Raw data ::
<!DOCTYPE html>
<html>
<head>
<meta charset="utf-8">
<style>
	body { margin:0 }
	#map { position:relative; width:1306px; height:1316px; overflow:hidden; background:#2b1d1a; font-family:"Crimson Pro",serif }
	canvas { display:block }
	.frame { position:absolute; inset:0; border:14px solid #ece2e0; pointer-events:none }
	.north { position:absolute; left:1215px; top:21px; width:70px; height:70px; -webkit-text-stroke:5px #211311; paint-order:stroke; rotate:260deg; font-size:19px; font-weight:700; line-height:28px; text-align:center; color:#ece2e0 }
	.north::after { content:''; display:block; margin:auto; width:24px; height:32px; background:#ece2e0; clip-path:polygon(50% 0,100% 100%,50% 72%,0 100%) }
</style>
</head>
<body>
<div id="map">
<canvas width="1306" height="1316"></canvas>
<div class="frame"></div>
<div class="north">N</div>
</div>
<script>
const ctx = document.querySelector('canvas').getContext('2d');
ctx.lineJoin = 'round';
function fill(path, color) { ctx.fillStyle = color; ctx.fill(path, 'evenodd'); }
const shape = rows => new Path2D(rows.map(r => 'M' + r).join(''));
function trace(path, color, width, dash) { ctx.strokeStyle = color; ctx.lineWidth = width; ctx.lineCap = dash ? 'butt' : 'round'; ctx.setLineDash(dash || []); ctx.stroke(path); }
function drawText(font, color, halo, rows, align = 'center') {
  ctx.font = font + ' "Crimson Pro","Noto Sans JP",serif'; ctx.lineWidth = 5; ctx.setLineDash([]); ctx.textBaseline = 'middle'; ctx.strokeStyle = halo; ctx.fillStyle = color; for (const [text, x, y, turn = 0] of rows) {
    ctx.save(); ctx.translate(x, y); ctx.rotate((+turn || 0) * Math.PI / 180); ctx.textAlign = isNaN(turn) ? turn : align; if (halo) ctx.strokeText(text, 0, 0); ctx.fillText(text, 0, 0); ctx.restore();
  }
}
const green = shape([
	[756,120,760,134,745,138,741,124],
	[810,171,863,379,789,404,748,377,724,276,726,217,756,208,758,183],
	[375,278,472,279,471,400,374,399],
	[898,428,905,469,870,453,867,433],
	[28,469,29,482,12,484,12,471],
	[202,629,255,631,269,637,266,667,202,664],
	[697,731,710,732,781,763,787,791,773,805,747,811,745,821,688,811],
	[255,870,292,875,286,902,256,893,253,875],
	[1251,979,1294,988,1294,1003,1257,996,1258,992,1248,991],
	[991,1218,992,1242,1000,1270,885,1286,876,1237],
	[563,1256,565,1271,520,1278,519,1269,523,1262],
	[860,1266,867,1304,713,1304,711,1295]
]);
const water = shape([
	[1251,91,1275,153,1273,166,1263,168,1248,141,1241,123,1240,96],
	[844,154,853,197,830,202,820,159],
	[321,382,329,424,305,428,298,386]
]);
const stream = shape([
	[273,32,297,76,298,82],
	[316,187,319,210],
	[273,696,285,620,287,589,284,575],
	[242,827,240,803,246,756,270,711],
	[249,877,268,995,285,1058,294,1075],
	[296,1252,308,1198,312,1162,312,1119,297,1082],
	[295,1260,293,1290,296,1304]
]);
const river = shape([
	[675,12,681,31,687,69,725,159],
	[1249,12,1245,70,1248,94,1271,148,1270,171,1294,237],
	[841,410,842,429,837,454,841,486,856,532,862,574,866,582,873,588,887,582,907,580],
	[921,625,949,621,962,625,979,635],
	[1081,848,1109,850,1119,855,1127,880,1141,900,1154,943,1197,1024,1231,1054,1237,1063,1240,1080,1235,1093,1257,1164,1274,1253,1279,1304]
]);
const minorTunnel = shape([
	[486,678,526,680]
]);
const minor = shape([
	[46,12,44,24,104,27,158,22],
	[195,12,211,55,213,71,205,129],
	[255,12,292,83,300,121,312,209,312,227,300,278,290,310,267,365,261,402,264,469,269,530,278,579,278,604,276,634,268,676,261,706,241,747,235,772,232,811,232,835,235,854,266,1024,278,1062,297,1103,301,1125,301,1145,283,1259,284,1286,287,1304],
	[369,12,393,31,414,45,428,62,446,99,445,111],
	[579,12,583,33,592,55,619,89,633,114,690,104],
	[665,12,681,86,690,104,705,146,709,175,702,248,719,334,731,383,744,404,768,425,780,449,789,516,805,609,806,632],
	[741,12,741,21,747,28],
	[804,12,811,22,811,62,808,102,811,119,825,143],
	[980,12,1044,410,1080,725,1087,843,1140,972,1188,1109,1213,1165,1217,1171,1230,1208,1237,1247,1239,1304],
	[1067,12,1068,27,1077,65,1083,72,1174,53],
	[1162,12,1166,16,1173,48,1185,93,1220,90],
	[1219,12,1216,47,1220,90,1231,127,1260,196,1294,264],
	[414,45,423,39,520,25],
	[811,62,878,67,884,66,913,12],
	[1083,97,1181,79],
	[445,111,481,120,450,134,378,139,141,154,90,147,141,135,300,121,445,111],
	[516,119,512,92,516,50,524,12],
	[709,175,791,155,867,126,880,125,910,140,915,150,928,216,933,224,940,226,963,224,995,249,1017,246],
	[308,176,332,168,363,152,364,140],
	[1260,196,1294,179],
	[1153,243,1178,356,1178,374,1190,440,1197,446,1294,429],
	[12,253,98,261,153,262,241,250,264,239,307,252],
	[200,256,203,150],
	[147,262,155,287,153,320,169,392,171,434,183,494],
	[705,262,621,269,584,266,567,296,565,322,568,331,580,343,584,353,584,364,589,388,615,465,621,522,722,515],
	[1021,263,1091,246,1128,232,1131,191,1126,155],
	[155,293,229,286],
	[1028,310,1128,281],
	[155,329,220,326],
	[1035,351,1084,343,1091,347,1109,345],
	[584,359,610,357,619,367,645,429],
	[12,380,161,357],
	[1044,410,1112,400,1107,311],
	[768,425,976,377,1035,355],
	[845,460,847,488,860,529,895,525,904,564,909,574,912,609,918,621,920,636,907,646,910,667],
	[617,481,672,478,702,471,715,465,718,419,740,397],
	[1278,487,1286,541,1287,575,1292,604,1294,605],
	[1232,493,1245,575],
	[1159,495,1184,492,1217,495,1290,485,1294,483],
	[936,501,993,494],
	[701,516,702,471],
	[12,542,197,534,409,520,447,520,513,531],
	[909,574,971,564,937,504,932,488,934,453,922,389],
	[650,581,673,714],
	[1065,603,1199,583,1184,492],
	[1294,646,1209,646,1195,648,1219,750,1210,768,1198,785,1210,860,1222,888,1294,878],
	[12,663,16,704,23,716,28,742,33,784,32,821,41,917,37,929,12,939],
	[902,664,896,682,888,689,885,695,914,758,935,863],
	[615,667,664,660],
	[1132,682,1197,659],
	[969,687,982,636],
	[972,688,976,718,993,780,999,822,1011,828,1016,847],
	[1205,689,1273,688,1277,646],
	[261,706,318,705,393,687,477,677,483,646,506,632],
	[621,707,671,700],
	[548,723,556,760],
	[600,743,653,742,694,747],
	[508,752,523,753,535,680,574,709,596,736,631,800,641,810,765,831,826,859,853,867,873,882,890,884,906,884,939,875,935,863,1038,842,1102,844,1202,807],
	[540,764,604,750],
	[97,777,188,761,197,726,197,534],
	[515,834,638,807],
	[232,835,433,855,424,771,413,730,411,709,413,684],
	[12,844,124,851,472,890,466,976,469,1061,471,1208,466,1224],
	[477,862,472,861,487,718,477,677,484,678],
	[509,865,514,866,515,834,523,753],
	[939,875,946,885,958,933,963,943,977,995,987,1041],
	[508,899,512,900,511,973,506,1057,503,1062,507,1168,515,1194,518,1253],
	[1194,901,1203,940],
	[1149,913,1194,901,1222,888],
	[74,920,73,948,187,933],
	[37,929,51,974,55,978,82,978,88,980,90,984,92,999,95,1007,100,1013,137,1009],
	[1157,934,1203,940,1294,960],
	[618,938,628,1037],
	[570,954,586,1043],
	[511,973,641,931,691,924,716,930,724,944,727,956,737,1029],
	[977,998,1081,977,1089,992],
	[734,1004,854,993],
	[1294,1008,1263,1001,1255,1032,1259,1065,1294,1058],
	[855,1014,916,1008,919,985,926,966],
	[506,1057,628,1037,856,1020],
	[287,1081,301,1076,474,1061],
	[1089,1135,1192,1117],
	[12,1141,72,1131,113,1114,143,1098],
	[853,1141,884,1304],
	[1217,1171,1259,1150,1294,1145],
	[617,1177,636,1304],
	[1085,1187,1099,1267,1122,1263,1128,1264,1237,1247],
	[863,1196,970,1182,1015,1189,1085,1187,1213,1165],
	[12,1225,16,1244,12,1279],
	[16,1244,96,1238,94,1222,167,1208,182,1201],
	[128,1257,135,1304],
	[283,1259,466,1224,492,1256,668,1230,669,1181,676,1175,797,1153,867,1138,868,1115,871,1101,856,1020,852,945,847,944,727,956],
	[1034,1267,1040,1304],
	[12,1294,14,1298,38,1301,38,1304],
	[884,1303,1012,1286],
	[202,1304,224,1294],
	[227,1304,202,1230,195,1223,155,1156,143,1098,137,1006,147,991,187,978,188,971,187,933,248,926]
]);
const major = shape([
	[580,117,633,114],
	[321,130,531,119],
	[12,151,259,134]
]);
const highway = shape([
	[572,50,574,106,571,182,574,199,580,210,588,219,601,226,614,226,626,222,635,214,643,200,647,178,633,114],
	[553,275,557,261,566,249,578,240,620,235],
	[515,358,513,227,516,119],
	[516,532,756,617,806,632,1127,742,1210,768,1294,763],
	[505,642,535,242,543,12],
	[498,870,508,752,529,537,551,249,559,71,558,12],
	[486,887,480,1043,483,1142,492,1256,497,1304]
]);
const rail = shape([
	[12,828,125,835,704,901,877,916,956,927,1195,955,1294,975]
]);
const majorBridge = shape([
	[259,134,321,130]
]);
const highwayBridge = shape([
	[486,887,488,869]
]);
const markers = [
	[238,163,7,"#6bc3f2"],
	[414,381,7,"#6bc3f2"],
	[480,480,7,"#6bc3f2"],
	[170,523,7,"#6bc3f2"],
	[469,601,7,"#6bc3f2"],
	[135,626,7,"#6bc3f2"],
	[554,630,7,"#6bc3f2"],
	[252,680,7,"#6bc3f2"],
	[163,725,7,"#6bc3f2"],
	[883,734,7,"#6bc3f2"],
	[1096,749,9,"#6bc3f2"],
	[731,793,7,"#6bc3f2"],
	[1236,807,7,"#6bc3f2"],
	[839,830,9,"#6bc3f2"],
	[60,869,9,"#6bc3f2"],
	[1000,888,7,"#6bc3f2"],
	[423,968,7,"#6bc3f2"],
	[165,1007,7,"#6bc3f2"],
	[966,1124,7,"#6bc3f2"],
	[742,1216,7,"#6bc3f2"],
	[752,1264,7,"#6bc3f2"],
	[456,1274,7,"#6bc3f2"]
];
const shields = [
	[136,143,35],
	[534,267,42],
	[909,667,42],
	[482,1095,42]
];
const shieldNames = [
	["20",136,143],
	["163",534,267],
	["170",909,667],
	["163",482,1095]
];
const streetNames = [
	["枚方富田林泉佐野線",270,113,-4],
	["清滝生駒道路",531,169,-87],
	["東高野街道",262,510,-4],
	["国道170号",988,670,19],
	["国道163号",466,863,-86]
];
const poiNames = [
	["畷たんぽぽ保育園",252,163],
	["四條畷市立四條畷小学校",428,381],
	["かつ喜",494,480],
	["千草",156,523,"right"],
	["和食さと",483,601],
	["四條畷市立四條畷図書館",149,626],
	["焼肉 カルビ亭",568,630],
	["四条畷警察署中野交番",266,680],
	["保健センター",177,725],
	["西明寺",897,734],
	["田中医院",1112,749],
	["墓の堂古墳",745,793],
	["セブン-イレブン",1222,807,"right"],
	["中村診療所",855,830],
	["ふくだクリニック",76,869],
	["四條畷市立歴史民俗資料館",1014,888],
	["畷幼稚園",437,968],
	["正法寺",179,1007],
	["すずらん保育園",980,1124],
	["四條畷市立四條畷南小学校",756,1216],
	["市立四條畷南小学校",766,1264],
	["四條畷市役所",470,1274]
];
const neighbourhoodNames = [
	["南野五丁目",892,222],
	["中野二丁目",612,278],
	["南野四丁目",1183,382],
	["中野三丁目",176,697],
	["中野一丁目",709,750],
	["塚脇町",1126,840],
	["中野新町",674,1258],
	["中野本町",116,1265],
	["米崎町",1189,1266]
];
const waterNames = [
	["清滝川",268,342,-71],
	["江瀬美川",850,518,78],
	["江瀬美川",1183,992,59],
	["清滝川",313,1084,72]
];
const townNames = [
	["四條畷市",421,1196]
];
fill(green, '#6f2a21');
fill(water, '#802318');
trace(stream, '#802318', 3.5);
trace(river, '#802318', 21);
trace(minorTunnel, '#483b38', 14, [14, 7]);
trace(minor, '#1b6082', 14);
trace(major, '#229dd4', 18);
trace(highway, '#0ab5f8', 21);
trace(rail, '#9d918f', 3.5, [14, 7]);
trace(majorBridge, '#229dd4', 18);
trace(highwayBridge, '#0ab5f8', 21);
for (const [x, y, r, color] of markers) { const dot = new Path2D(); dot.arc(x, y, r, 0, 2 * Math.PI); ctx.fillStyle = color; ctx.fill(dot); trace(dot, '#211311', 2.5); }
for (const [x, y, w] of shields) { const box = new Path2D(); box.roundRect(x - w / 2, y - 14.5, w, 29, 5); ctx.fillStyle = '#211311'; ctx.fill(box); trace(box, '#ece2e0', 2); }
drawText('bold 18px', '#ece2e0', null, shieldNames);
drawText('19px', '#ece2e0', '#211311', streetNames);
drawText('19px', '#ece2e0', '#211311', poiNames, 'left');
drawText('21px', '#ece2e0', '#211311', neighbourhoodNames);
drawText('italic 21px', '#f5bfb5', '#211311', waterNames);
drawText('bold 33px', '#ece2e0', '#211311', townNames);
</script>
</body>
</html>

Directions for this task :: Every line with "canvas" in it should be copied from the entries above.

Written solution ::
	canvas { display:block }
<canvas width="1306" height="1316"></canvas>
const ctx = document.querySelector('canvas').getContext('2d');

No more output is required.